Isn’t it curious that we celebrate our life-saving medical workers with flyovers by warplanes that are designed to take life?  And, regarding the B-2 stealth bomber, a life-taker on a truly massive scale, since it’s designed for nuclear warfare.

Maybe there’s a weird form of (unintentional) honesty here.  We use death-dealing machinery to celebrate life-preserving medical workers, highlighting a bizarre cult of death in America, one seemingly embraced and advanced by Donald Trump’s policies on Covid-19, among other policies working against the health and welfare of ordinary people.

As Tom Engelhardt notes in a new piece for TomDispatch.com, Trump is only America’s latest assassin-in-chief, but this time the killing is happening here in the homeland, rather than being exported to Iraq, Afghanistan, and other countries across the globe.  Speaking of violence coming home, together with homeland insecurity, is there any other country in the world in which gun sales have soared during this pandemic?  From an article in The Guardian:

Estimated gun sales also soared to 2.58m in March, Small Arms Analytics and Forecasting reported, an 85.3% jump from the same time last year.

An explosion in gun sales during a pandemic suggests something about the American psyche that is truly scary.  So too do combat jets screaming in the skies as a celebration of heroic lifesavers.

30 thoughts on “America’s Bizarre Cult of Death

  1. Whiteman was one of my last jobs in the Air Force in August 1972, just before leaving in November, finishing my four years.
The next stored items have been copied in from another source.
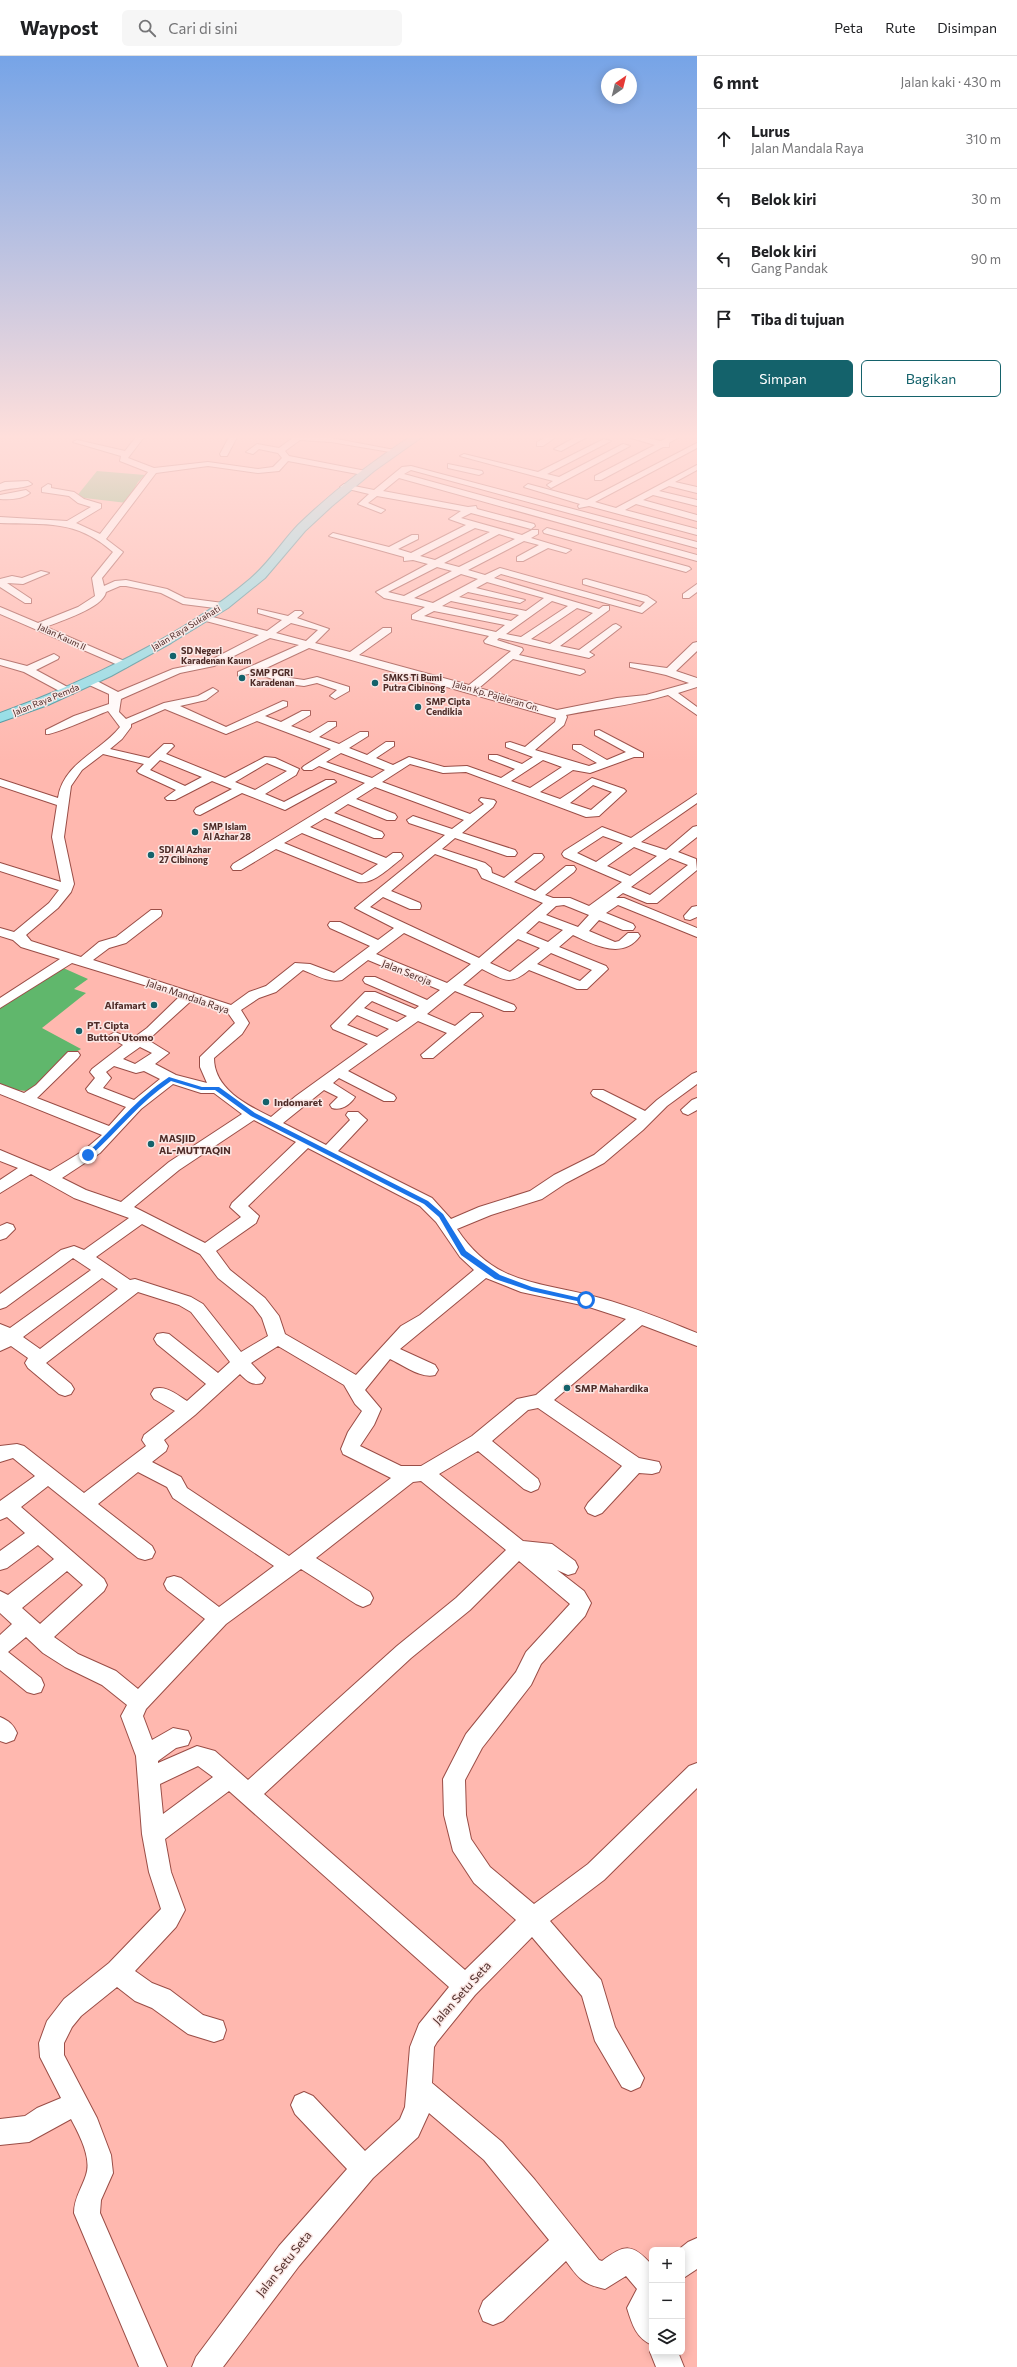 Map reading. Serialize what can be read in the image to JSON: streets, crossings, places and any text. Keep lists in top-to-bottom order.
{
  "streets": {
    "main road": ["Jalan Raya Sukahati", "Jalan Raya Pemda"],
    "street": [
      "Jalan Kaum II",
      "Jalan Kp. Pajeleran Gn.",
      "Jalan Seroja",
      "Jalan Mandala Raya",
      "Jalan Setu Seta"
    ]
  },
  "crossings": [
    ["Jalan Raya Sukahati", "Jalan Kaum II"],
    ["Jalan Raya Sukahati", "Jalan Kp. Pajeleran Gn."],
    ["Jalan Raya Sukahati", "Jalan Raya Pemda"]
  ],
  "places": [
    "SD Negeri Karadenan Kaum",
    "SMP PGRI Karadenan",
    "SMKS Ti Bumi Putra Cibinong",
    "SMP Cipta Cendikia",
    "SMP Islam Al Azhar 28",
    "SDI Al Azhar 27 Cibinong",
    "Alfamart",
    "PT. Cipta Button Utomo",
    "Indomaret",
    "MASJID AL-MUTTAQIN",
    "SMP Mahardika"
  ],
  "north": "top right",
  "page": {
    "header": "Waypost",
    "search": "Cari di sini",
    "nav": ["Peta", "Rute", "Disimpan"],
    "heading": ["6 mnt", "Jalan kaki · 430 m"],
    "list": [
      ["Lurus", "Jalan Mandala Raya", "310 m"],
      ["Belok kiri", "30 m"],
      ["Belok kiri", "Gang Pandak", "90 m"],
      "Tiba di tujuan"
    ],
    "buttons": ["Simpan", "Bagikan"],
    "map_buttons": ["+", "−"]
  }
}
I was in the 1st geodetic survey located in Cheyenne, Wyoming and we (surveyors) were always out somewhere on TDY. That August I was in Whiteman to certify “geosensors” which were hatbox sized and shaped mechanism with gyroscope insides which sensed the rotation of the earth to get true north for purposes of targeting Minutemen missles. That was one of our jobs, updating positions at missle sites (latitude, longitude, elevation, gravity and azimuths to aiming points), which would now be performed by the geosensors.
    ….
    Okay, that was my way-back memory / diversion. Actually I meant to start with my first reactions to the flyovers. The joint flyover with the Thunderbirds and the Blue Angels in NYC and others to come and now I read about the B2 flyover. A ton of good money wasted on fuel alone, not to mention training, and crews and all the other items which go with any flight at thousands of dollars per hour per plane, just for fuel alone.
    If they really wanted to do something to fight COVID or honor frontline workers, they would lockdown their flights and donate the money to PPE’s, meals and other things truly needed. I can just imagine being a health worker at hazard of the invisible virus, with inadequate PPEs and seeing these yahoos burning through the sky somehow, supposedly honoring me. How about just helping me, I would be thinking. Same if I were a grocery-store worker, another frontline.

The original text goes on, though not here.